How To Crack An Egg With One Hand And Impress Everyone You Know

Few kitchen skills are as simple yet elusive as cracking open an egg with one hand. Most people see the skill as a magic trick, and even some professionals can't or don't do it. But master this skill, and you can impress your friends for years to come.


Cracking an egg with one hand takes time and practice but does not require any additional cooking skills. Aside from the ability to crack an egg, there are no precursors to learning to open one up single-handedly. You can learn this skill even if you are just a casual cook. That being said, it can be more challenging for those with hand pain or mobility issues such as arthritis. This is also a skill that will take time to get just right; you will likely break a few eggs in the process. Learning the correct pressure to use at each step of the process is the biggest hurdle, and that is something that can only be accomplished through practice. This guide takes you through that process, one step at a time.


The tools you will need

The good news is you do not need many tools for this. You will need, first and foremost, an egg. Next, you will need your hand, preferably your dominant one. You will need a flat surface and a vessel to crack your egg into. As kitchen skills tasks go, this one has an incredibly low tool count.


Common mistakes when cracking eggs

The most common mistake when it comes to cracking an egg with one hand is either being too forceful or not forceful enough. You want to crack the egg hard enough to break the shell, but not so hard it starts seeping out before you have pulled the two halves apart. Similarly, you want to pull the two pieces of shell apart, not crunch them in your hand. To counter this possibility, many people will be too gentle, at which point the egg won't open at all, and you risk getting small pieces of shell in your mixture.


Finally, it is not advised to go straight to cracking an egg one-handed directly into your recipe or pan. While you are practicing, there is a pretty good chance of cracking off small pieces of shell. Practice cracking into a separate bowl first, then adding the egg to your recipe.

Prepare to crack

Clear a workspace, and prepare a vessel for your cracked egg. This can be a bowl or cup.

Grab your egg

Firmly but gently grasp the egg in your dominant hand, thumb on one long side of the egg, and the middle and pointer finger on the other. Bring the pinky and ring finger to the bottom of the egg, and press the bottom half against the palm.


Crack your egg

With the egg firmly in hand, quickly crack the egg on a flat surface or the edge of a bowl.

Seperate the egg

Hold the cracked egg over the prepared vessel. Use the thumb and middle finger to lift the top half of the egg away from the bottom half, which should remain firmly between the other fingers and the palm. This is almost a slight twisting motion. Use either your ring finger to help hold the bottom half of the shell and pull it down. If the egg has been properly cracked, you will be able to separate the two parts of the shell cleanly, and the egg whites and yolk will fall into the bowl.

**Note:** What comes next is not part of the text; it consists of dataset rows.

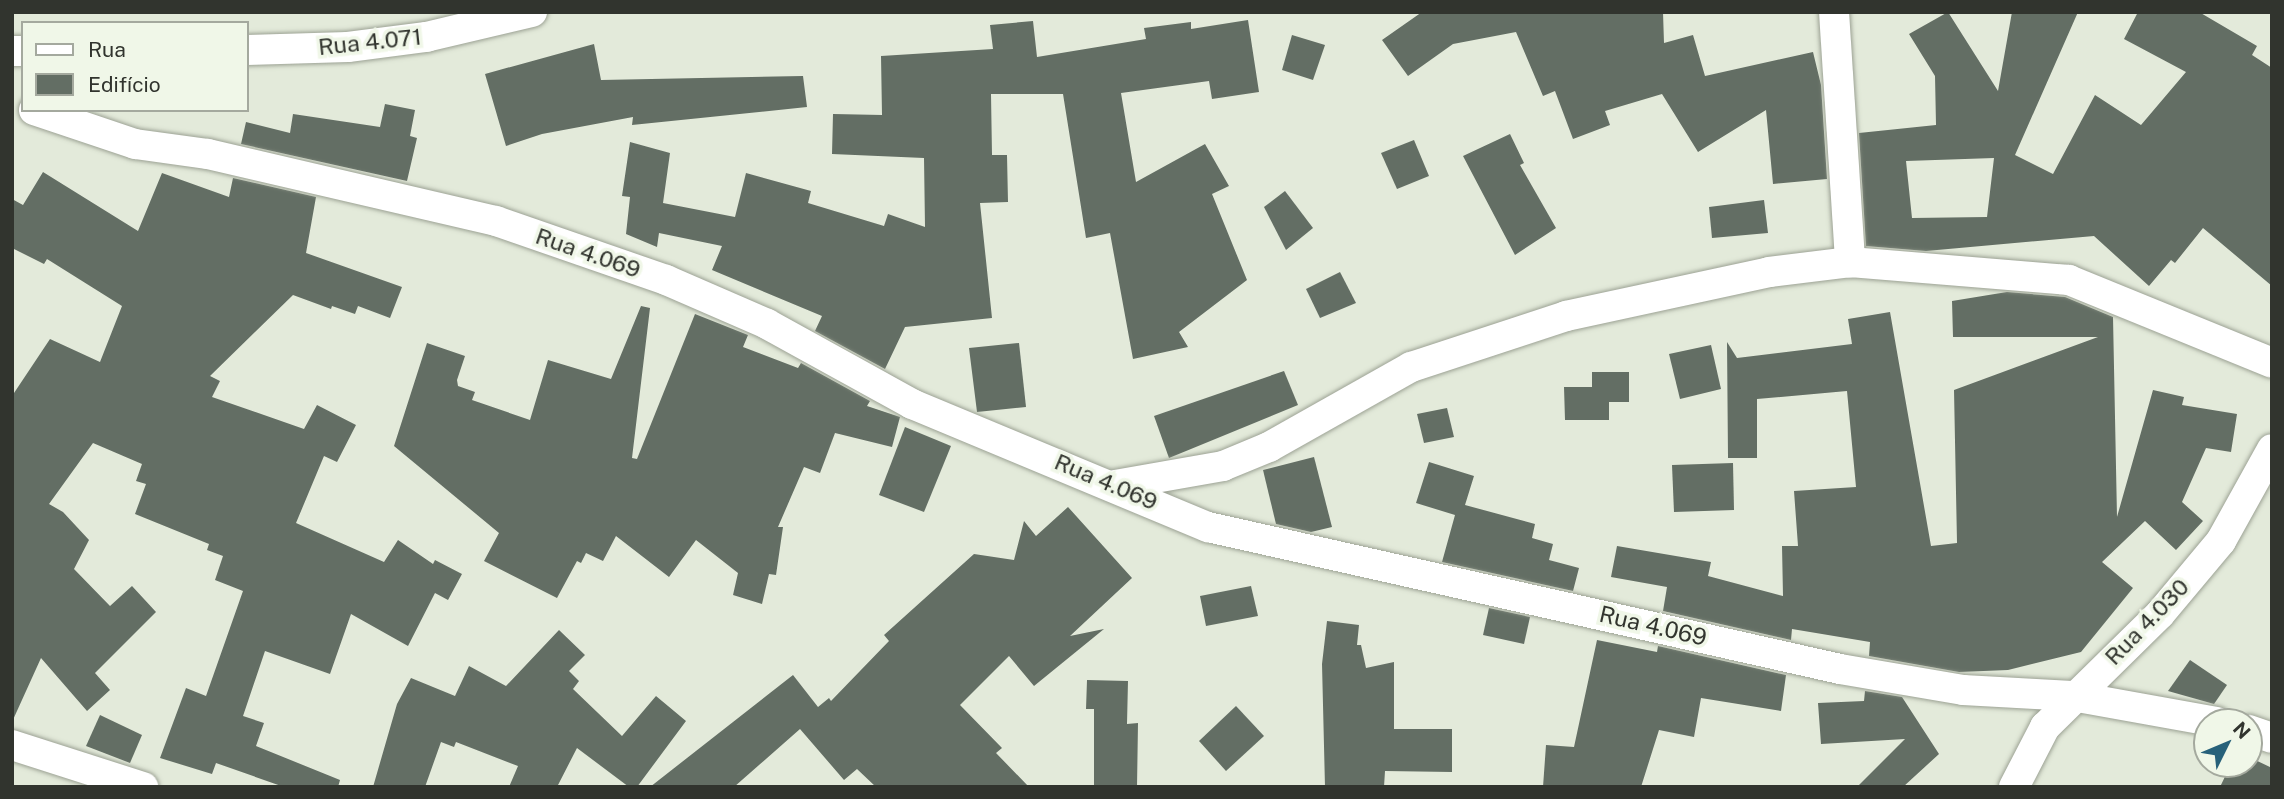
<!DOCTYPE html>
<meta charset="utf-8">
<style>
body{margin:0}
#map{position:relative;width:2284px;height:799px;overflow:hidden;background:#e3eada;font-family:"Public Sans",sans-serif}
div>[style]{position:absolute}
[style*='--x']{left:calc(var(--x)*1px);top:calc(var(--y)*1px);width:calc(var(--w)*1px);rotate:calc(var(--a)*1deg)}
.building>*{inset:0;background:#636e64}
.roads{filter:drop-shadow(0 0 2px #9ca294) drop-shadow(0 0 2px #9ca294)}
.street>*{height:30px;margin:-15px;padding:0 15px;transform-origin:15px;border-radius:15px;background:#fff}
span{translate:-50% -50%;white-space:nowrap;text-align:center;line-height:1.15;-webkit-text-stroke:7px #f0f7e8;paint-order:stroke}
.street-label{font-size:23px;color:#31342e}
.frame{position:absolute;inset:0;border:14px solid #31342e;pointer-events:none}
.legend{position:absolute;left:21px;top:21px;width:228px;height:91px;box-sizing:border-box;background:#f0f7e8;border:2px solid #a4a99e;margin:0;padding:9px 12px;list-style:none;font-size:21px;color:#31342e}
.legend li{display:flex;align-items:center;gap:14px;height:35px}
.legend b{width:35px;border:2px solid #a4a99e}
.north{position:absolute;left:2193px;top:708px;width:70px;height:70px;box-sizing:border-box;background:#f0f7e8;border:2px solid #a4a99e;border-radius:50%;rotate:47deg;font-size:19px;font-weight:700;line-height:28px;text-align:center;color:#31342e}
.north::after{content:'';display:block;margin:auto;width:24px;height:32px;background:#27617a;clip-path:polygon(50% 0,100% 100%,50% 72%,0 100%)}
</style>
<div id="map">
<div class="building">
<i style="clip-path:polygon(1422px 12px,1663px 12px,1664px 43px,1693px 35px,1705px 76px,1813px 52px,1821px 85px,1827px 179px,1773px 184px,1766px 110px,1698px 152px,1662px 94px,1605px 111px,1610px 125px,1573px 139px,1555px 91px,1543px 96px,1516px 32px,1453px 44px,1408px 76px,1382px 40px)"></i>
<i style="clip-path:polygon(evenodd,1948px 12px,1998px 91px,2012px 12px,2078px 12px,2015px 155px,2053px 174px,2095px 95px,2141px 125px,2186px 72px,2124px 39px,2138px 12px,2199px 12px,2257px 46px,2252px 55px,2272px 68px,2272px 286px,2203px 228px,2175px 263px,2171px 260px,2149px 286px,2094px 236px,1926px 251px,1866px 246px,1859px 133px,1936px 125px,1935px 76px,1909px 34px,1948px 12px,1994px 158px,1987px 217px,1912px 218px,1906px 161px,1994px 158px)"></i>
<i style="clip-path:polygon(1248px 20px,1259px 92px,1212px 99px,1209px 81px,1121px 93px,1136px 182px,1205px 144px,1229px 186px,1212px 194px,1247px 280px,1179px 332px,1188px 347px,1133px 359px,1110px 233px,1086px 238px,1063px 94px,991px 94px,992px 155px,1007px 155px,1008px 202px,980px 203px,992px 318px,905px 327px,885px 369px,815px 331px,822px 316px,712px 270px,722px 246px,659px 233px,657px 247px,626px 234px,630px 197px,622px 196px,630px 142px,670px 153px,663px 203px,735px 217px,746px 173px,811px 191px,808px 203px,884px 226px,888px 214px,925px 227px,924px 158px,832px 154px,833px 114px,882px 115px,881px 56px,993px 49px,990px 25px,1033px 21px,1037px 57px,1146px 39px,1144px 28px,1191px 22px,1191px 29px)"></i>
<i style="clip-path:polygon(1292px 35px,1325px 45px,1313px 80px,1282px 70px)"></i>
<i style="clip-path:polygon(594px 44px,601px 80px,803px 76px,807px 107px,632px 125px,633px 117px,542px 134px,506px 146px,485px 74px)"></i>
<i style="clip-path:polygon(385px 104px,415px 110px,410px 136px,417px 138px,407px 181px,241px 144px,246px 122px,290px 133px,293px 114px,380px 127px)"></i>
<i style="clip-path:polygon(1510px 134px,1524px 163px,1520px 165px,1556px 228px,1515px 255px,1463px 156px)"></i>
<i style="clip-path:polygon(1414px 140px,1429px 176px,1397px 189px,1381px 153px)"></i>
<i style="clip-path:polygon(43px 172px,138px 231px,162px 173px,229px 197px,233px 178px,316px 197px,306px 253px,402px 287px,390px 318px,358px 306px,355px 314px,332px 306px,331px 309px,293px 295px,210px 376px,220px 381px,212px 397px,304px 429px,317px 405px,356px 425px,337px 462px,324px 456px,296px 523px,384px 562px,398px 540px,433px 564px,435px 560px,462px 574px,448px 600px,435px 593px,408px 646px,351px 614px,330px 674px,265px 651px,243px 716px,264px 723px,256px 746px,340px 780px,338px 787px,284px 787px,216px 763px,212px 774px,160px 758px,186px 688px,206px 696px,243px 591px,215px 580px,223px 556px,207px 550px,209px 544px,135px 514px,146px 484px,136px 481px,142px 464px,93px 443px,49px 504px,63px 512px,89px 540px,74px 569px,110px 606px,132px 586px,156px 612px,95px 673px,110px 690px,87px 711px,41px 658px,12px 722px,12px 396px,50px 339px,100px 362px,122px 306px,47px 259px,44px 264px,12px 248px,12px 199px,23px 205px)"></i>
<i style="clip-path:polygon(1285px 191px,1313px 228px,1286px 250px,1264px 207px)"></i>
<i style="clip-path:polygon(1764px 200px,1768px 233px,1712px 238px,1709px 207px)"></i>
<i style="clip-path:polygon(1340px 272px,1356px 303px,1320px 318px,1306px 289px)"></i>
<i style="clip-path:polygon(2007px 292px,2065px 297px,2113px 317px,2117px 517px,2153px 390px,2184px 397px,2182px 405px,2237px 414px,2231px 452px,2206px 448px,2182px 502px,2203px 521px,2176px 550px,2145px 521px,2102px 562px,2133px 588px,2081px 652px,2008px 670px,1959px 672px,1869px 656px,1870px 642px,1792px 629px,1791px 640px,1663px 611px,1667px 587px,1611px 577px,1617px 546px,1711px 562px,1708px 576px,1783px 596px,1782px 546px,1798px 546px,1794px 491px,1856px 487px,1847px 391px,1757px 399px,1757px 458px,1728px 458px,1727px 342px,1737px 358px,1852px 344px,1848px 319px,1890px 312px,1931px 546px,1957px 543px,1954px 390px,2098px 337px,1953px 337px,1952px 301px)"></i>
<i style="clip-path:polygon(641px 306px,650px 308px,632px 458px,637px 459px,695px 314px,748px 335px,743px 347px,798px 368px,801px 363px,870px 401px,867px 406px,900px 417px,892px 447px,835px 433px,820px 473px,804px 467px,778px 527px,783px 527px,776px 575px,769px 574px,762px 604px,733px 595px,738px 573px,696px 540px,669px 577px,616px 536px,603px 561px,586px 553px,581px 563px,577px 561px,557px 598px,484px 561px,499px 533px,394px 446px,427px 343px,465px 356px,457px 380px,458px 386px,475px 392px,472px 400px,530px 420px,548px 360px,611px 379px)"></i>
<i style="clip-path:polygon(1019px 343px,1026px 407px,977px 412px,969px 348px)"></i>
<i style="clip-path:polygon(1711px 345px,1721px 389px,1680px 399px,1669px 354px)"></i>
<i style="clip-path:polygon(1284px 371px,1298px 405px,1169px 458px,1154px 416px)"></i>
<i style="clip-path:polygon(1592px 372px,1629px 372px,1629px 402px,1609px 402px,1609px 420px,1565px 420px,1564px 387px,1592px 387px)"></i>
<i style="clip-path:polygon(1447px 408px,1454px 437px,1424px 443px,1417px 414px)"></i>
<i style="clip-path:polygon(905px 427px,951px 446px,924px 512px,879px 495px)"></i>
<i style="clip-path:polygon(1314px 457px,1332px 527px,1311px 532px,1276px 524px,1263px 470px)"></i>
<i style="clip-path:polygon(1429px 462px,1474px 476px,1465px 505px,1535px 524px,1532px 538px,1553px 544px,1549px 560px,1579px 568px,1573px 591px,1442px 562px,1455px 515px,1416px 503px)"></i>
<i style="clip-path:polygon(1733px 463px,1734px 510px,1674px 512px,1672px 465px)"></i>
<i style="clip-path:polygon(1068px 507px,1132px 578px,1070px 636px,1104px 629px,1034px 686px,1009px 656px,960px 705px,1002px 748px,996px 753px,1029px 787px,876px 787px,857px 769px,844px 780px,800px 729px,734px 787px,650px 787px,793px 675px,818px 707px,829px 698px,831px 701px,889px 641px,884px 635px,974px 554px,1014px 560px,1024px 521px,1036px 536px)"></i>
<i style="clip-path:polygon(1251px 586px,1258px 616px,1206px 626px,1200px 596px)"></i>
<i style="clip-path:polygon(1489px 608px,1530px 617px,1524px 644px,1483px 635px)"></i>
<i style="clip-path:polygon(1327px 621px,1359px 625px,1357px 645px,1361px 645px,1366px 668px,1394px 662px,1394px 729px,1452px 729px,1452px 772px,1385px 771px,1384px 787px,1325px 787px,1322px 664px)"></i>
<i style="clip-path:polygon(559px 630px,585px 655px,569px 671px,579px 681px,573px 689px,622px 736px,656px 696px,686px 721px,637px 787px,629px 787px,577px 748px,557px 787px,509px 787px,518px 766px,456px 742px,454px 747px,441px 742px,425px 787px,373px 787px,397px 704px,411px 678px,455px 696px,469px 666px,506px 686px)"></i>
<i style="clip-path:polygon(1597px 640px,1657px 652px,1658px 646px,1786px 675px,1781px 711px,1701px 698px,1694px 737px,1659px 730px,1641px 787px,1543px 787px,1546px 745px,1574px 747px)"></i>
<i style="clip-path:polygon(2190px 660px,2227px 685px,2214px 704px,2168px 691px)"></i>
<i style="clip-path:polygon(1087px 680px,1128px 681px,1127px 724px,1138px 723px,1137px 787px,1094px 787px,1094px 709px,1086px 709px)"></i>
<i style="clip-path:polygon(1865px 691px,1902px 697px,1939px 754px,1903px 787px,1857px 787px,1905px 739px,1821px 744px,1818px 703px,1864px 701px)"></i>
<i style="clip-path:polygon(1236px 706px,1264px 736px,1226px 771px,1199px 741px)"></i>
<i style="clip-path:polygon(100px 715px,142px 735px,130px 763px,86px 746px)"></i>
<i style="clip-path:polygon(2249px 757px,2272px 768px,2272px 787px,2220px 787px,2231px 764px,2249px 764px)"></i>
</div>
<div class="roads">
<div class="street">
<i style="--x:1834;--y:12;--w:251;--a:86.3"></i>
<i style="--x:247;--y:50;--w:101;--a:-1.7"></i>
<i style="--x:348;--y:47;--w:79;--a:-7.3"></i>
<i style="--x:426;--y:37;--w:109;--a:-13.3"></i>
<i style="--x:12;--y:51;--w:11;--a:0"></i>
<i style="--x:34;--y:110;--w:107;--a:18.6"></i>
<i style="--x:135;--y:144;--w:74;--a:7.8"></i>
<i style="--x:208;--y:154;--w:296;--a:13.1"></i>
<i style="--x:496;--y:221;--w:180;--a:19.1"></i>
<i style="--x:666;--y:280;--w:110;--a:23.5"></i>
<i style="--x:767;--y:324;--w:166;--a:28.9"></i>
<i style="--x:912;--y:404;--w:321;--a:22.6"></i>
<i style="--x:1208;--y:527;--w:648;--a:12.66"></i>
<i style="--x:1840;--y:669;--w:125;--a:9.7"></i>
<i style="--x:1963;--y:690;--w:109;--a:3.2"></i>
<i style="--x:2072;--y:696;--w:147;--a:10.2"></i>
<i style="--x:1115;--y:485;--w:110;--a:-10"></i>
<i style="--x:1223;--y:466;--w:50;--a:-22.4"></i>
<i style="--x:1269;--y:447;--w:163;--a:-29.4"></i>
<i style="--x:1411;--y:367;--w:163;--a:-18.2"></i>
<i style="--x:1566;--y:316;--w:208;--a:-12.2"></i>
<i style="--x:1769;--y:272;--w:82;--a:-7"></i>
<i style="--x:1850;--y:262;--w:220;--a:4.7"></i>
<i style="--x:2069;--y:280;--w:219;--a:22.2"></i>
<i style="--x:2249;--y:730;--w:24;--a:19"></i>
<i style="--x:12;--y:745;--w:138;--a:17.8"></i>
<i style="--x:2014;--y:787;--w:68;--a:-62.7"></i>
<i style="--x:2045;--y:727;--w:161;--a:-44.5"></i>
<i style="--x:2160;--y:614;--w:95;--a:-50.1"></i>
<i style="--x:2221;--y:541;--w:105;--a:-61"></i>
</div>
</div>
<div class="street-label">
<span style="left:370px;top:42px;rotate:-6deg">Rua 4.071</span>
<span style="left:588px;top:253px;rotate:19deg">Rua 4.069</span>
<span style="left:1106px;top:482px;rotate:23deg">Rua 4.069</span>
<span style="left:2147px;top:622px;rotate:-46deg">Rua 4.030</span>
<span style="left:1653px;top:626px;rotate:13deg">Rua 4.069</span>
</div>
<div class="frame"></div>
<ul class="legend">
<li><b style="height:9px;background:#fff"></b>Rua</li>
<li><b style="height:19px;background:#636e64"></b>Edifício</li>
</ul>
<div class="north">N</div>
</div>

How long do cracked eggs last?

Raw eggs outside the shell do not last as long as some might think. In the refrigerator, raw eggs only last about two days. These eggs should be stored in an airtight container.

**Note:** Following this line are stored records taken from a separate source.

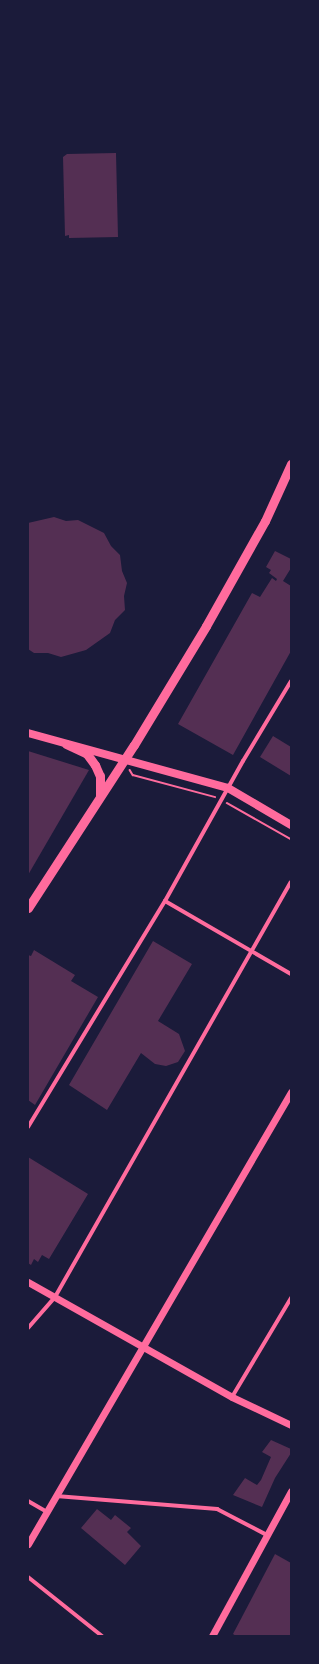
<!DOCTYPE html>
<style>
body{margin:0}
#map{position:relative;width:319px;height:1664px;overflow:hidden;background:#1b1b3a;font-family:Mulish,sans-serif}
div>[style]{position:absolute}
.building>*{inset:0;background:#542f53}
.path>*{height:1.5px;margin:-0.75px;padding:0 0.75px;transform-origin:0.75px;border-radius:0.75px;background:#ff6b9d}
.minor>*{height:4px;margin:-2px;padding:0 2px;transform-origin:2px;border-radius:2px;background:#ff6b9d}
.tertiary>*{height:7px;margin:-3.5px;padding:0 3.5px;transform-origin:3.5px;border-radius:3.5px;background:#ff6b9d}
.secondary>*{height:8px;margin:-4px;padding:0 4px;transform-origin:4px;border-radius:4px;background:#ff6b9d}
.primary>*{height:9px;margin:-4.5px;padding:0 4.5px;transform-origin:4.5px;border-radius:4.5px;background:#ff6b9d}
span{translate:-50% -50%;white-space:nowrap;text-align:center;line-height:1.15;-webkit-text-stroke:3.5px #1b1b3a;paint-order:stroke}
.frame{position:absolute;inset:0;border:29px solid #1b1b3a;pointer-events:none}
</style>
<div id="map">
<div class="building">
<i style="clip-path:polygon(116px 153px,118px 237px,69px 238px,69px 235px,65px 236px,63px 157px,67px 154px)"></i>
<i style="clip-path:polygon(54px 517px,66px 521px,78px 520px,104px 533px,111px 546px,120px 555px,122px 571px,127px 583px,124px 596px,125px 610px,115px 620px,110px 633px,86px 650px,61px 657px,48px 653px,34px 653px,28px 649px,28px 523px)"></i>
<i style="clip-path:polygon(275px 551px,291px 559px,291px 568px,283px 581px,291px 586px,291px 651px,233px 755px,178px 724px,252px 593px,260px 597px,272px 578px,276px 581px,277px 579px,269px 573px,271px 570px,266px 567px)"></i>
<i style="clip-path:polygon(273px 736px,291px 747px,291px 776px,260px 757px)"></i>
<i style="clip-path:polygon(28px 751px,89px 770px,28px 875px)"></i>
<i style="clip-path:polygon(153px 941px,192px 964px,158px 1021px,179px 1034px,185px 1051px,178px 1062px,166px 1066px,155px 1064px,141px 1053px,107px 1110px,69px 1085px)"></i>
<i style="clip-path:polygon(34px 950px,75px 975px,71px 981px,98px 997px,35px 1105px,28px 1100px,28px 955px,31px 956px)"></i>
<i style="clip-path:polygon(28px 1157px,88px 1194px,49px 1259px,42px 1255px,38px 1262px,34px 1259px,31px 1265px,28px 1263px)"></i>
<i style="clip-path:polygon(271px 1440px,291px 1449px,291px 1453px,275px 1478px,262px 1507px,233px 1495px,245px 1478px,257px 1485px,261px 1480px,271px 1457px,262px 1452px)"></i>
<i style="clip-path:polygon(97px 1509px,111px 1520px,115px 1515px,131px 1528px,127px 1532px,141px 1546px,125px 1565px,81px 1528px)"></i>
<i style="clip-path:polygon(275px 1554px,291px 1563px,291px 1636px,236px 1636px,233px 1634px)"></i>
</div>
<div class="path">
<i style="left:130px;top:770px;width:6px;rotate:59deg"></i>
<i style="left:133px;top:775px;width:85px;rotate:15deg"></i>
<i style="left:227px;top:803px;width:73px;rotate:29.4deg"></i>
</div>
<div class="minor">
<i style="left:165px;top:901px;width:146px;rotate:30.1deg"></i>
<i style="left:28px;top:1127px;width:264px;rotate:-58.8deg"></i>
<i style="left:165px;top:901px;width:160px;rotate:-60.9deg"></i>
<i style="left:243px;top:761px;width:93px;rotate:-59deg"></i>
<i style="left:28px;top:1328px;width:41px;rotate:-48.9deg"></i>
<i style="left:55px;top:1297px;width:477px;rotate:-60.4deg"></i>
<i style="left:232px;top:1397px;width:115px;rotate:-59.2deg"></i>
<i style="left:56px;top:1496px;width:162px;rotate:4.6deg"></i>
<i style="left:217px;top:1509px;width:56px;rotate:27.5deg"></i>
<i style="left:28px;top:1501px;width:22px;rotate:30deg"></i>
<i style="left:28px;top:1577px;width:95px;rotate:38.6deg"></i>
</div>
<div class="tertiary">
<i style="left:28px;top:1282px;width:234px;rotate:29.4deg"></i>
<i style="left:232px;top:1397px;width:65px;rotate:25.4deg"></i>
<i style="left:28px;top:1544px;width:523px;rotate:-59.81deg"></i>
<i style="left:212px;top:1636px;width:165px;rotate:-61.4deg"></i>
</div>
<div class="secondary">
<i style="left:28px;top:733px;width:207px;rotate:15.4deg"></i>
<i style="left:228px;top:788px;width:73px;rotate:30.4deg"></i>
</div>
<div class="primary">
<i style="left:66px;top:744px;width:23px;rotate:25deg"></i>
<i style="left:87px;top:754px;width:14px;rotate:54deg"></i>
<i style="left:95px;top:765px;width:12px;rotate:66deg"></i>
<i style="left:100px;top:776px;width:19px;rotate:90deg"></i>
<i style="left:28px;top:908px;width:194px;rotate:-57deg"></i>
<i style="left:134px;top:745px;width:139px;rotate:-58.8deg"></i>
<i style="left:206px;top:626px;width:120px;rotate:-60.7deg"></i>
<i style="left:265px;top:521px;width:63px;rotate:-65.5deg"></i>
</div>
<div class="frame"></div>
</div>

If you have a bunch of cracked eggs from practicing and don't think you will eat all the eggs in two days, you can also freeze them. Once again, eggs should be stored in an airtight container. In the freezer, eggs can last up to a year. It should be noted that egg yolk texture changes when frozen, as it becomes thick and more solid.


Recipes worth cracking eggs for

If you are practicing cracking eggs with one hand, there is a good chance you now have a bunch of eggs that need to be used. Luckily, there are plenty of recipes to make that include eggs. 

Scrambled eggs, or eggs of any style, are almost a given. But then there are recipes that include eggs, such as basic buttermilk pancakes. In addition, egg-based sauces — like a standard homemade aioli — and even seasonal drink recipes like ours for definitive eggnog present great opportunities to home your one-handed cracking skills.